─── Information provided ───

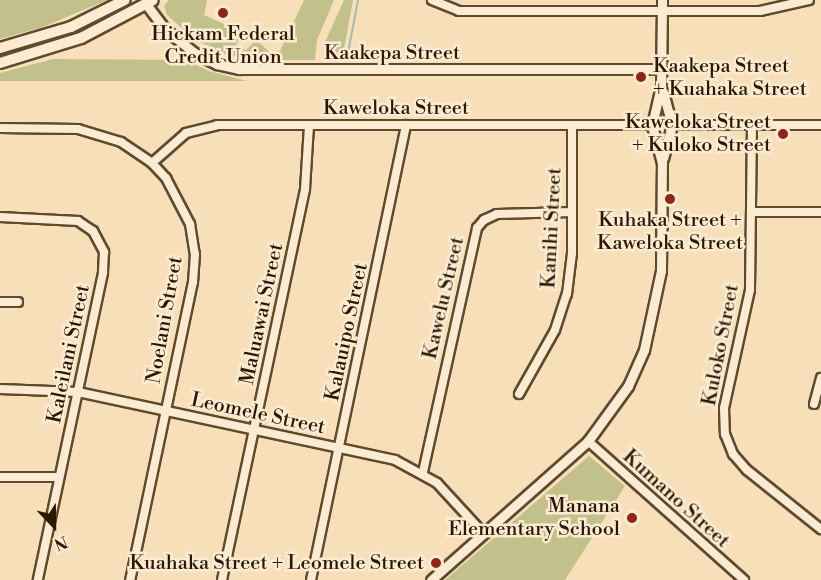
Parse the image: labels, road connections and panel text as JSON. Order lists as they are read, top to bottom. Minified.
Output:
{"streets":{"street":["Kaakepa Street","Kaweloka Street","Kanihi Street","Kawelu Street","Maluawai Street","Noelani Street","Kalauipo Street","Kuloko Street","Kaleilani Street","Leomele Street","Kumano Street"]},"crossings":[["Kaweloka Street","Kanihi Street"],["Kaweloka Street","Maluawai Street"],["Kaweloka Street","Noelani Street"],["Kaweloka Street","Kalauipo Street"],["Kaweloka Street","Kuloko Street"],["Kanihi Street","Kawelu Street"],["Kawelu Street","Leomele Street"],["Maluawai Street","Leomele Street"],["Noelani Street","Leomele Street"],["Kalauipo Street","Leomele Street"],["Kaleilani Street","Leomele Street"]],"places":["Hickam Federal Credit Union","Kaakepa Street + Kuahaka Street","Kaweloka Street + Kuloko Street","Kuhaka Street + Kaweloka Street","Manana Elementary School","Kuahaka Street + Leomele Street"],"north":"bottom"}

───

What is needed is the data above, retyped exactly, with every picture left out.

> _Solution to this problem_
Parse the image: labels, road connections and panel text as JSON. Order lists as they are read, top to bottom. Minified.
Output:
{"streets":{"street":["Kaakepa Street","Kaweloka Street","Kanihi Street","Kawelu Street","Maluawai Street","Noelani Street","Kalauipo Street","Kuloko Street","Kaleilani Street","Leomele Street","Kumano Street"]},"crossings":[["Kaweloka Street","Kanihi Street"],["Kaweloka Street","Maluawai Street"],["Kaweloka Street","Noelani Street"],["Kaweloka Street","Kalauipo Street"],["Kaweloka Street","Kuloko Street"],["Kanihi Street","Kawelu Street"],["Kawelu Street","Leomele Street"],["Maluawai Street","Leomele Street"],["Noelani Street","Leomele Street"],["Kalauipo Street","Leomele Street"],["Kaleilani Street","Leomele Street"]],"places":["Hickam Federal Credit Union","Kaakepa Street + Kuahaka Street","Kaweloka Street + Kuloko Street","Kuhaka Street + Kaweloka Street","Manana Elementary School","Kuahaka Street + Leomele Street"],"north":"bottom"}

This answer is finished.